Our last two articles covered surging cyber insurance premiums and rising Business Email Compromise attacks. You might remember that we touched on multi-factor authentication (MFA) as a tool for safeguarding corporate systems against cyberattacks. However, there is far more to MFA than we could adequately cover as part of those discussions. With this in mind, let's take a deep dive into everything you need to know about MFA.
Even if you're unfamiliar with the term or how it works, you have likely used Multi-Factor Authentication at work or on your personal accounts. Simply put, MFA is a layered approach to security that requires you to present two or more pieces of evidence that you are who you say you are. MFA arose as a means to enhance security and make up for the gaps in the traditional username and password approach.
What was wrong with the traditional measures of using a username and password? Unfortunately, there was plenty wrong. According to a survey by NordPass, the typical internet user has between 70 and 80 different passwords across accounts, and other surveys put this figure even higher. And with so many passwords to keep track of, it's not difficult to see why users opt for simple, easy-to-guess passwords or simply reuse those they’ve already come up with. In fact, a Google Survey found that an eye-watering 65% of people reuse passwords.
Password reuse presents a massive security threat. Suppose you create an account for a new mobile game you download. You don't want the hassle of forgetting your username and password, so you opt for a simple password you know you will remember - the same one you use for your bank. This small gaming company doesn't have the same stringent security as your bank, and before long it falls victim to a data breach. Cybercriminals now have a username and password combination to try across different accounts, including your financial institution.
This scenario highlights precisely why multi-factor authentication is paramount to robust security. The Verizon Data Breach Investigations Report estimates that compromised passwords are responsible for 81% of hacking-related breaches.
Multi-factor authentication works by combining one or more authentication factors to provide more robust security than any one factor alone. For example, many businesses will use a combination of two or more of the five major authentication types:
By leveraging Multi-Factor Authentication, you ensure that cybercriminals are kept locked out. While hackers may be able to obtain your login credentials, it’s far less likely they will be able to fake your biometrics, get access to your phone for a one-time password, and so on.
Some forms of MFA are more secure than others, while others are more convenient for users. But why does convenience matter? Well, let's consider passwords again. If everyone always created a 20-digit, unique, and complex password (no dictionary words or the name of your favorite sports team) for every account, the need for MFA would be far less.
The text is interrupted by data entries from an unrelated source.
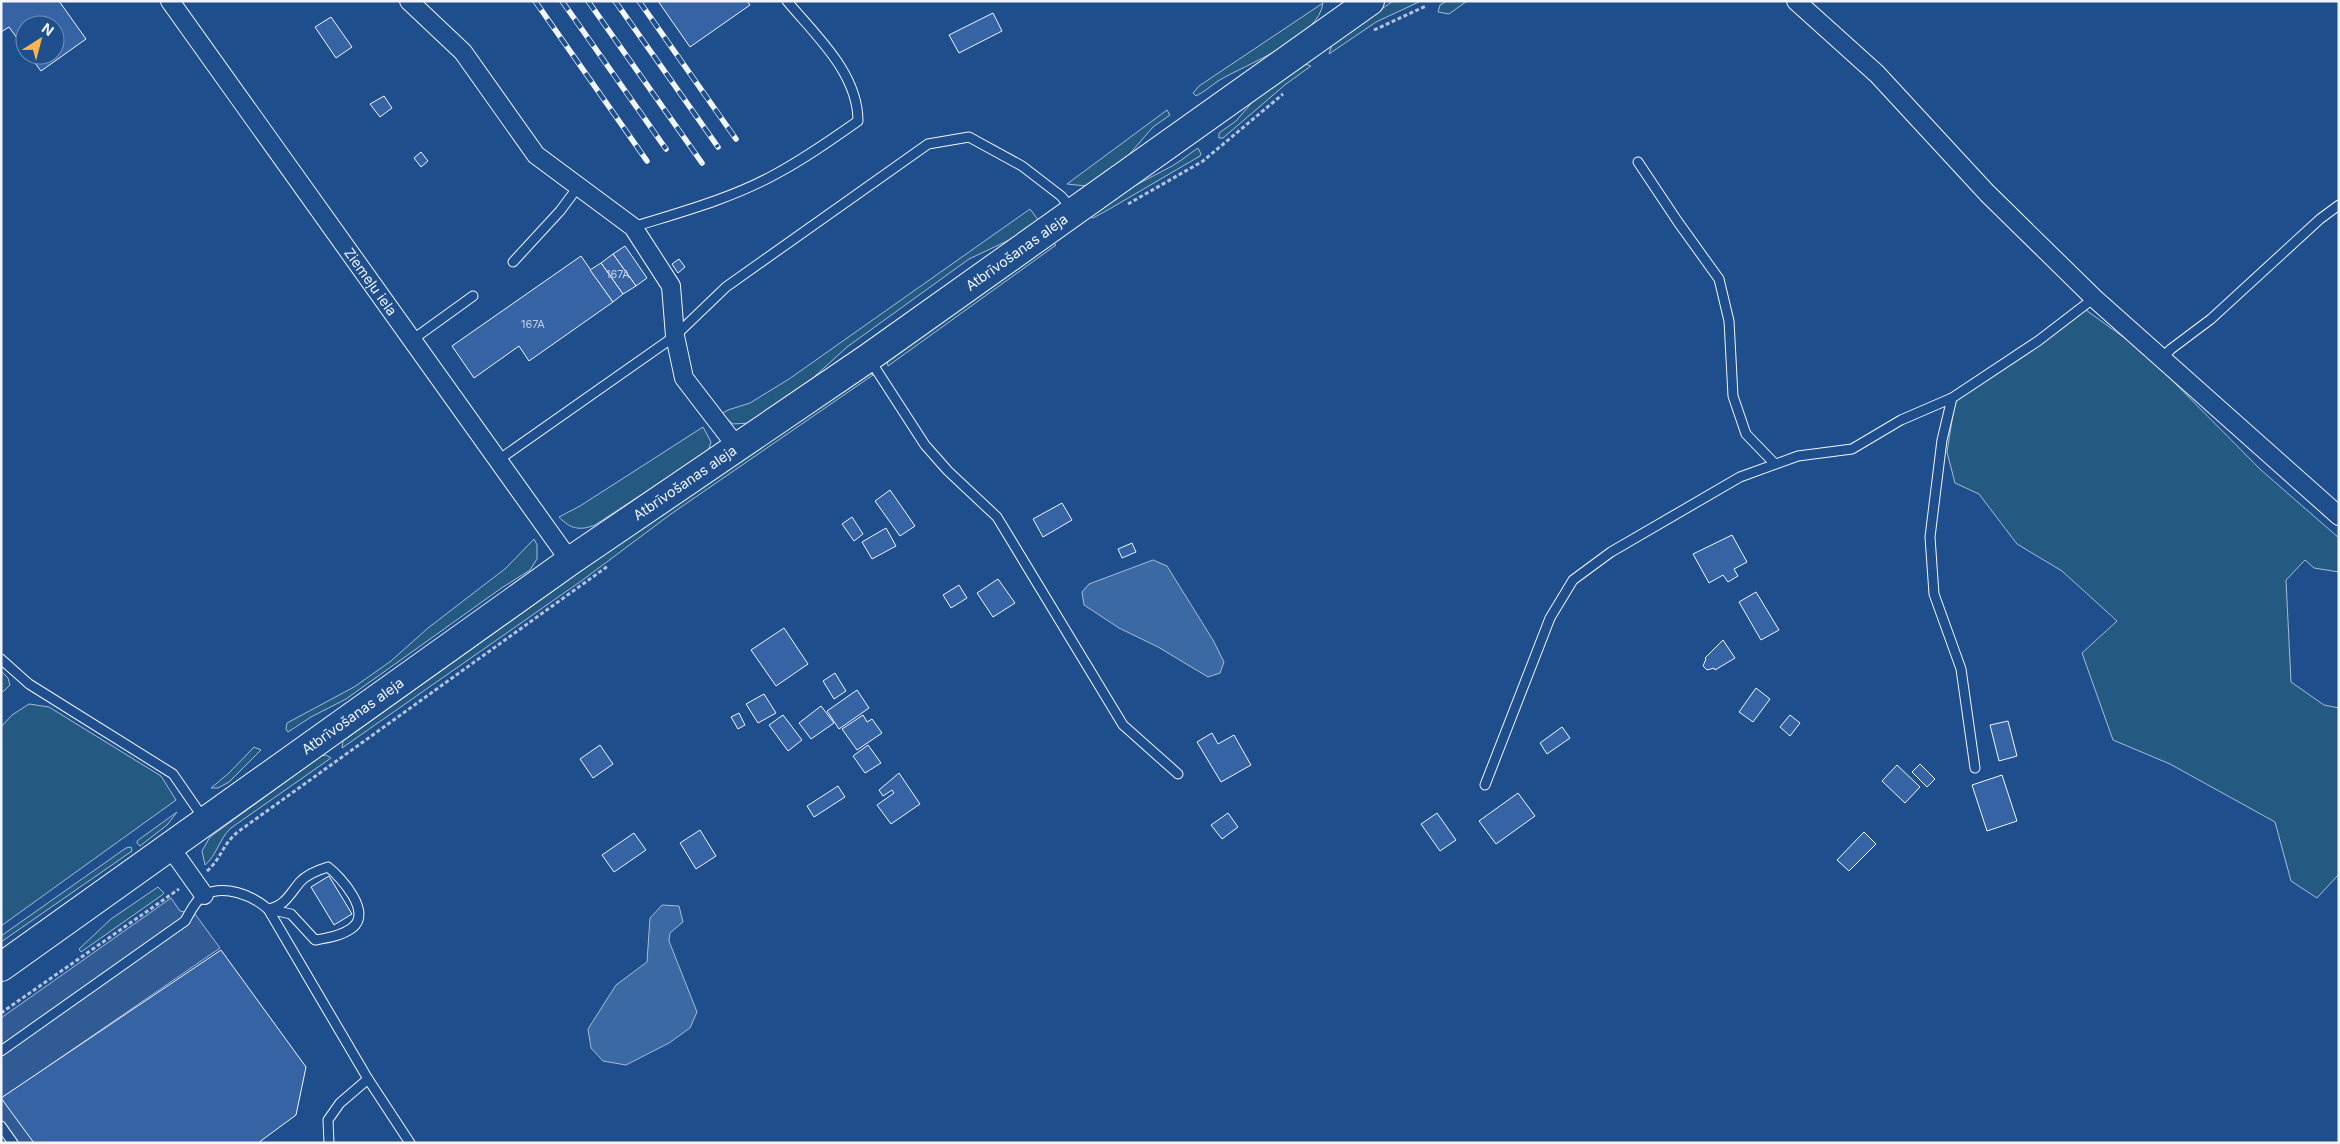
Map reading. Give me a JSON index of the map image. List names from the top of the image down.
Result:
{
  "streets": {
    "main road": ["Atbrīvošanas aleja"],
    "street": ["Ziemeļu iela"]
  },
  "crossings": [
    ["Atbrīvošanas aleja", "Ziemeļu iela"]
  ],
  "house_numbers": ["167A", "167A"],
  "north": "top right"
}
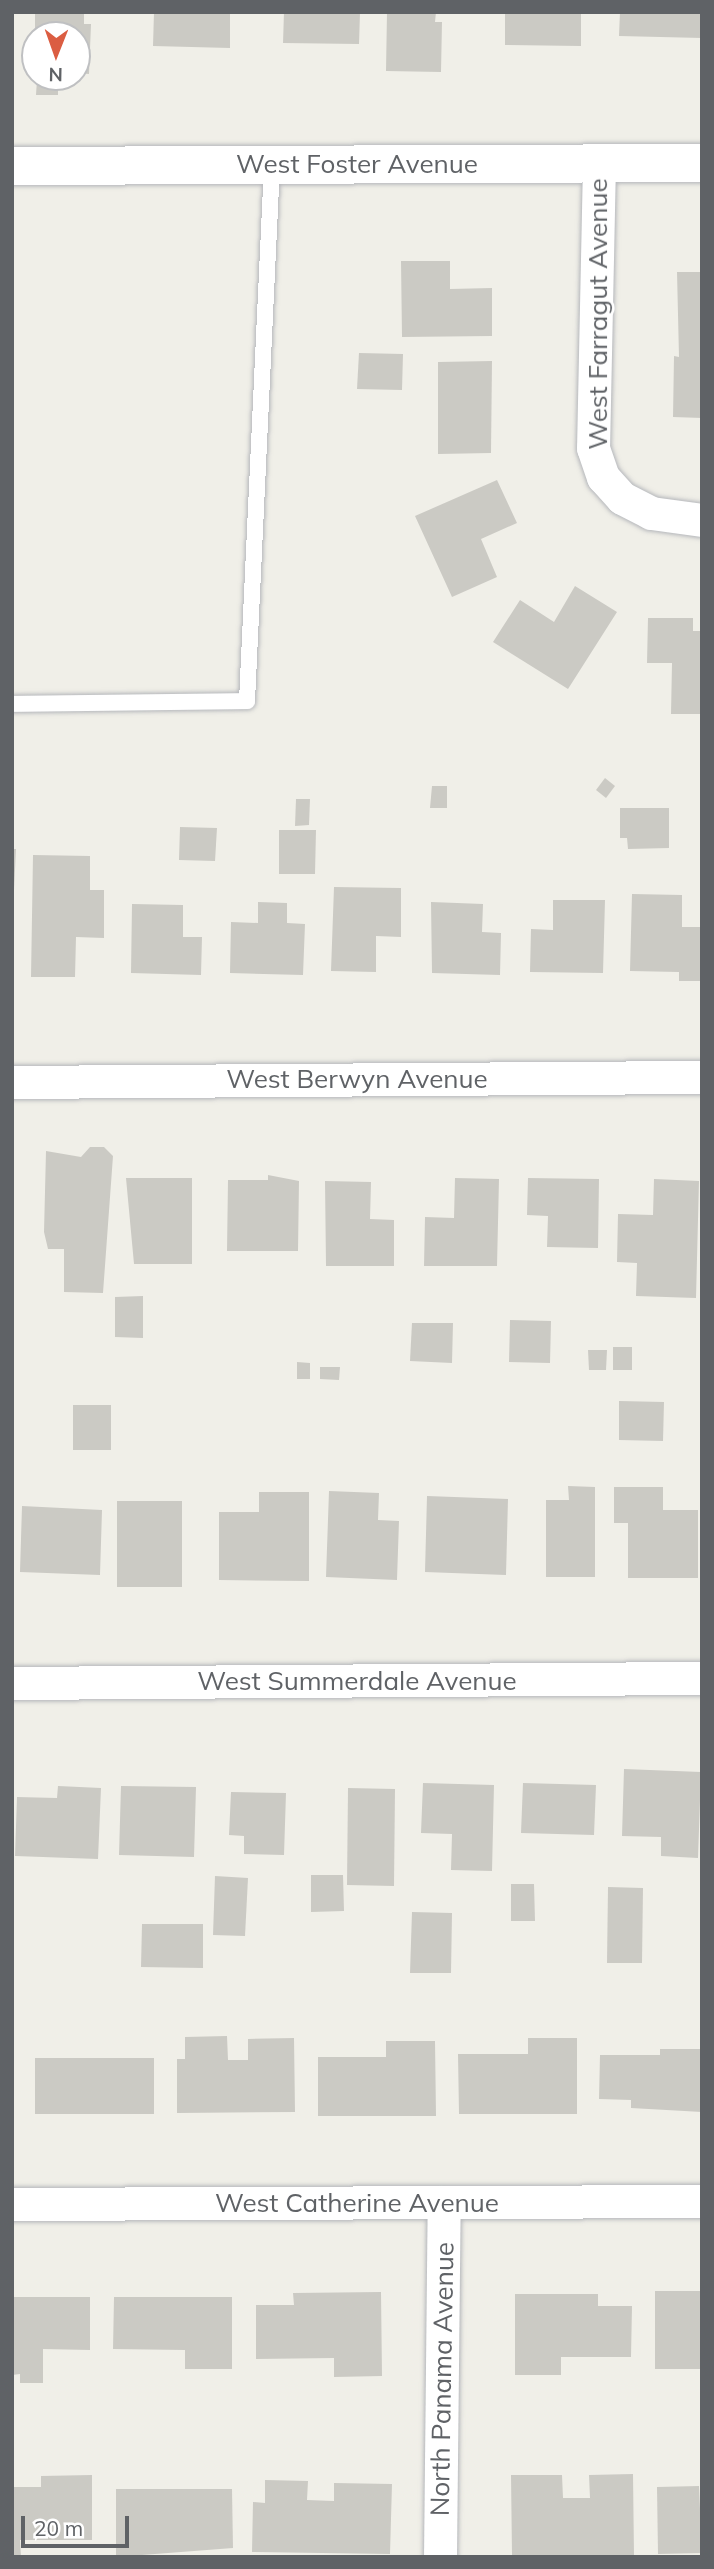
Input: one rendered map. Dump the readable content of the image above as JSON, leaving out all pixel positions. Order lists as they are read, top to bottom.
{
  "streets": {
    "street": [
      "West Foster Avenue",
      "West Farragut Avenue",
      "West Berwyn Avenue",
      "West Summerdale Avenue",
      "West Catherine Avenue",
      "North Panama Avenue"
    ]
  },
  "crossings": [
    ["West Foster Avenue", "West Farragut Avenue"],
    ["West Catherine Avenue", "North Panama Avenue"]
  ],
  "scale_bar": "20 m",
  "north": "bottom"
}
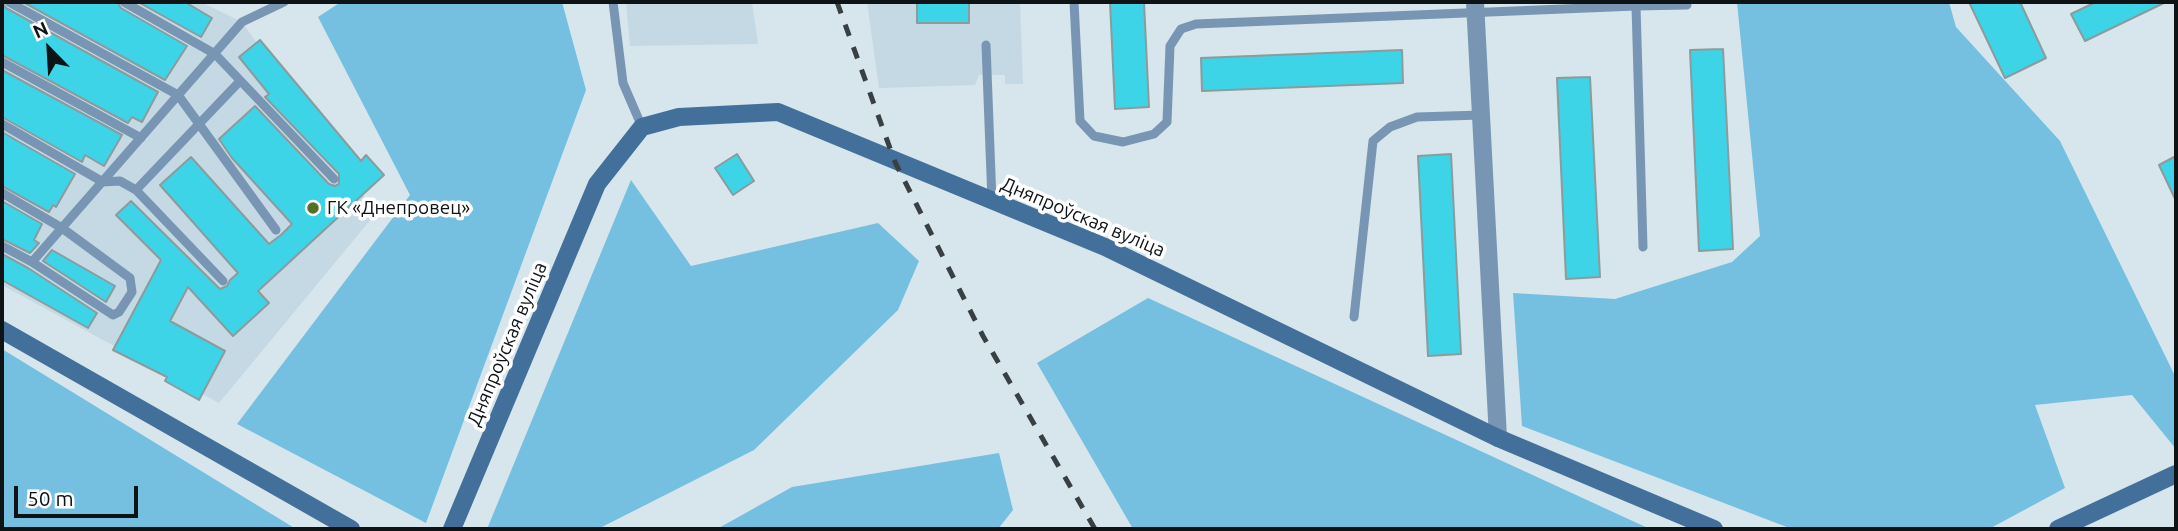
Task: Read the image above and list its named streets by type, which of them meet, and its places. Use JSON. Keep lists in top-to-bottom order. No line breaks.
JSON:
{"streets":{"street":["Дняпроўская вуліца"]},"places":["ГК «Днепровец»"],"scale_bar":"50 m","north":"top left"}
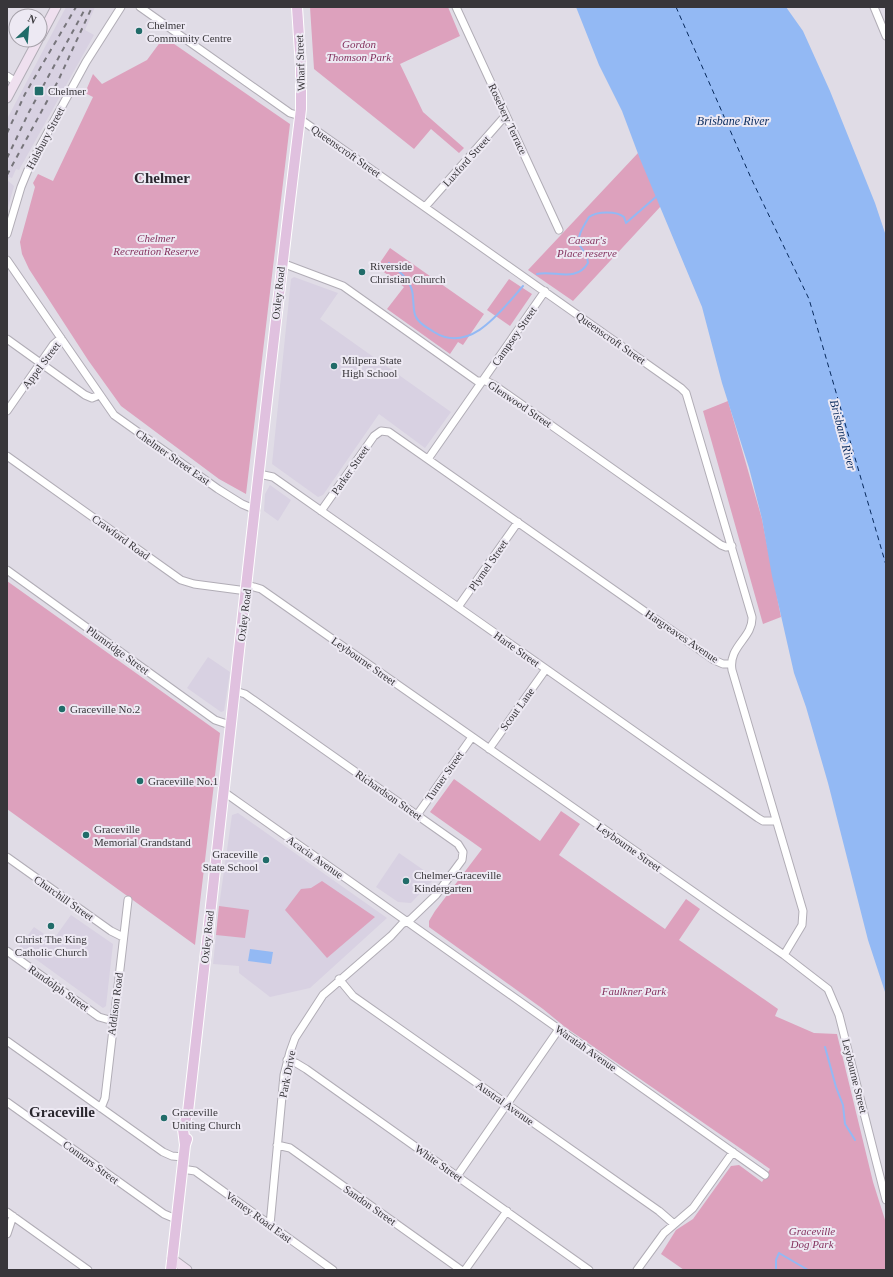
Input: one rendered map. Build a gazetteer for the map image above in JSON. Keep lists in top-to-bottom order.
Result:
{
  "streets": {
    "main road": ["Wharf Street", "Oxley Road"],
    "street": [
      "Rosebery Terrace",
      "Halsbury Street",
      "Queenscroft Street",
      "Luxford Street",
      "Campsey Street",
      "Appel Street",
      "Glenwood Street",
      "Chelmer Street East",
      "Parker Street",
      "Crawford Road",
      "Plymel Street",
      "Hargreaves Avenue",
      "Harte Street",
      "Plumridge Street",
      "Leybourne Street",
      "Scout Lane",
      "Turner Street",
      "Richardson Street",
      "Acacia Avenue",
      "Churchill Street",
      "Randolph Street",
      "Addison Road",
      "Waratah Avenue",
      "Park Drive",
      "Austral Avenue",
      "Connors Street",
      "White Street",
      "Sandon Street",
      "Verney Road East"
    ]
  },
  "crossings": [
    ["Wharf Street", "Queenscroft Street"],
    ["Wharf Street", "Oxley Road"],
    ["Rosebery Terrace", "Luxford Street"],
    ["Queenscroft Street", "Luxford Street"],
    ["Queenscroft Street", "Oxley Road"],
    ["Queenscroft Street", "Campsey Street"],
    ["Queenscroft Street", "Glenwood Street"],
    ["Queenscroft Street", "Hargreaves Avenue"],
    ["Oxley Road", "Glenwood Street"],
    ["Oxley Road", "Chelmer Street East"],
    ["Oxley Road", "Crawford Road"],
    ["Oxley Road", "Harte Street"],
    ["Oxley Road", "Plumridge Street"],
    ["Oxley Road", "Leybourne Street"],
    ["Oxley Road", "Richardson Street"],
    ["Oxley Road", "Acacia Avenue"],
    ["Oxley Road", "Connors Street"],
    ["Oxley Road", "Verney Road East"],
    ["Campsey Street", "Glenwood Street"],
    ["Campsey Street", "Hargreaves Avenue"],
    ["Appel Street", "Chelmer Street East"],
    ["Parker Street", "Hargreaves Avenue"],
    ["Parker Street", "Harte Street"],
    ["Crawford Road", "Leybourne Street"],
    ["Plymel Street", "Hargreaves Avenue"],
    ["Plymel Street", "Harte Street"],
    ["Hargreaves Avenue", "Harte Street"],
    ["Hargreaves Avenue", "Leybourne Street"],
    ["Harte Street", "Scout Lane"],
    ["Leybourne Street", "Scout Lane"],
    ["Leybourne Street", "Turner Street"],
    ["Turner Street", "Richardson Street"],
    ["Richardson Street", "Acacia Avenue"],
    ["Richardson Street", "Waratah Avenue"],
    ["Richardson Street", "Park Drive"],
    ["Acacia Avenue", "Waratah Avenue"],
    ["Acacia Avenue", "Park Drive"],
    ["Churchill Street", "Addison Road"],
    ["Randolph Street", "Addison Road"],
    ["Waratah Avenue", "Park Drive"],
    ["Park Drive", "Austral Avenue"],
    ["Park Drive", "White Street"],
    ["Park Drive", "Sandon Street"],
    ["Park Drive", "Verney Road East"]
  ],
  "districts": ["Chelmer", "Graceville"],
  "water": ["Brisbane River"],
  "parks": [
    "Gordon Thomson Park",
    "Chelmer Recreation Reserve",
    "Caesar's Place reserve",
    "Faulkner Park",
    "Graceville Dog Park"
  ],
  "places": {
    "other": [
      "Chelmer Community Centre",
      "Riverside Christian Church",
      "Milpera State High School",
      "Graceville No.2",
      "Graceville No.1",
      "Graceville Memorial Grandstand",
      "Graceville State School",
      "Chelmer-Graceville Kindergarten",
      "Christ The King Catholic Church",
      "Graceville Uniting Church"
    ],
    "transit": ["Chelmer"]
  },
  "north": "top right"
}
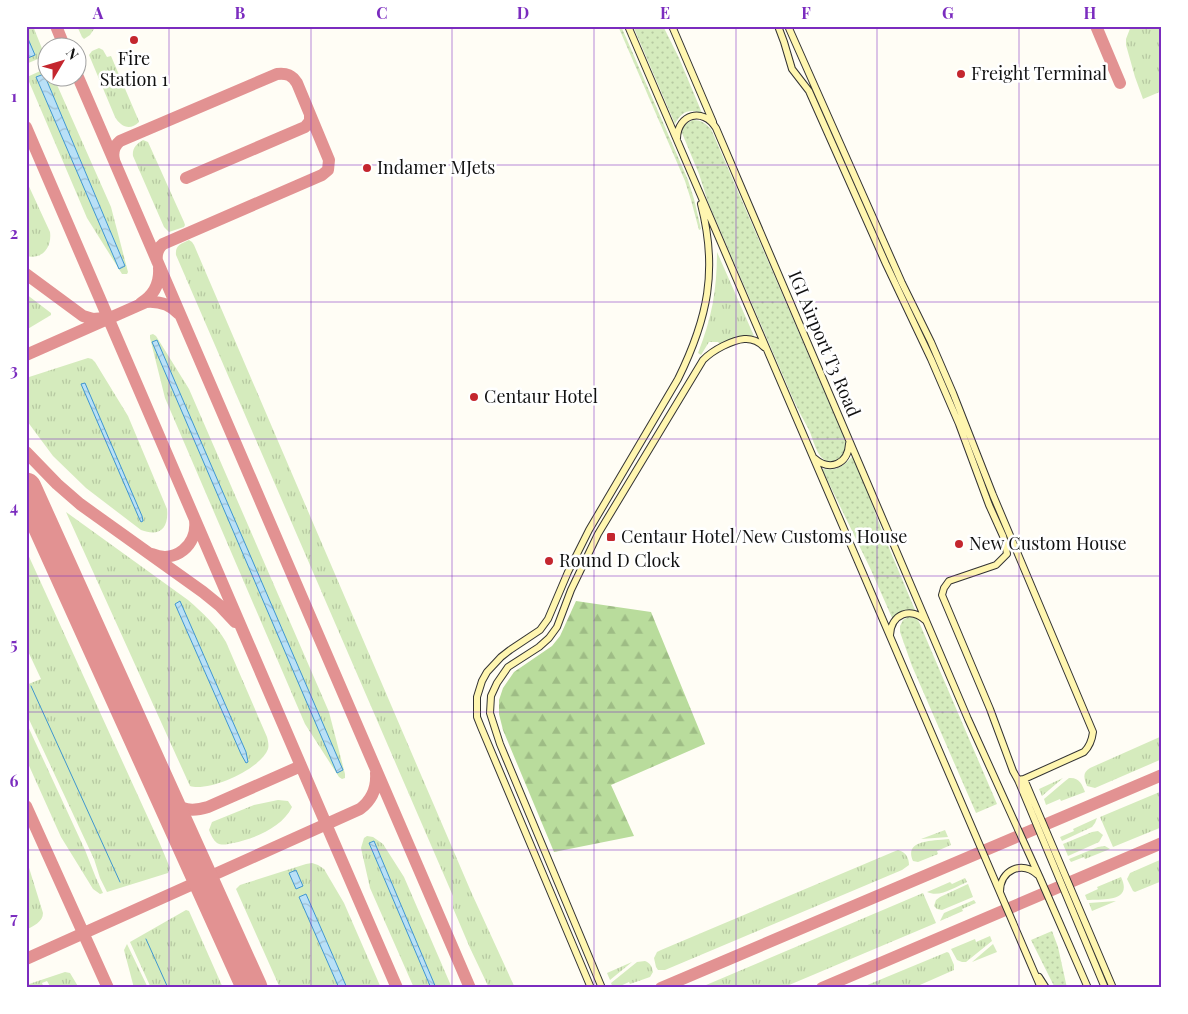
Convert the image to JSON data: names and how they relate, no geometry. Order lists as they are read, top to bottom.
{
  "streets": {
    "main road": ["IGI Airport T3 Road"]
  },
  "places": {
    "other": [
      "Fire Station 1",
      "Freight Terminal",
      "Indamer MJets",
      "Centaur Hotel",
      "New Custom House",
      "Round D Clock"
    ],
    "transit": ["Centaur Hotel/New Customs House"]
  },
  "north": "top right",
  "grid": {
    "columns": [
      "A",
      "B",
      "C",
      "D",
      "E",
      "F",
      "G",
      "H"
    ],
    "rows": [
      "1",
      "2",
      "3",
      "4",
      "5",
      "6",
      "7"
    ]
  }
}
There is often a compromise between security and user friction. The more friction you add, the more users will take shortcuts compromising security, and you are back to square one.
For example, SMS-based authentication is by far the most popular form of MFA today, and it's very convenient for users. Everyone has mobile devices they carry with them throughout the day. However, SMS-based authentication is less secure than some other forms, like security keys. This is because malware exists that can clone SIM cards, allowing hackers to obtain your MFA text messages. Of course, most fledgling hackers are unlikely to go to these lengths, but some will.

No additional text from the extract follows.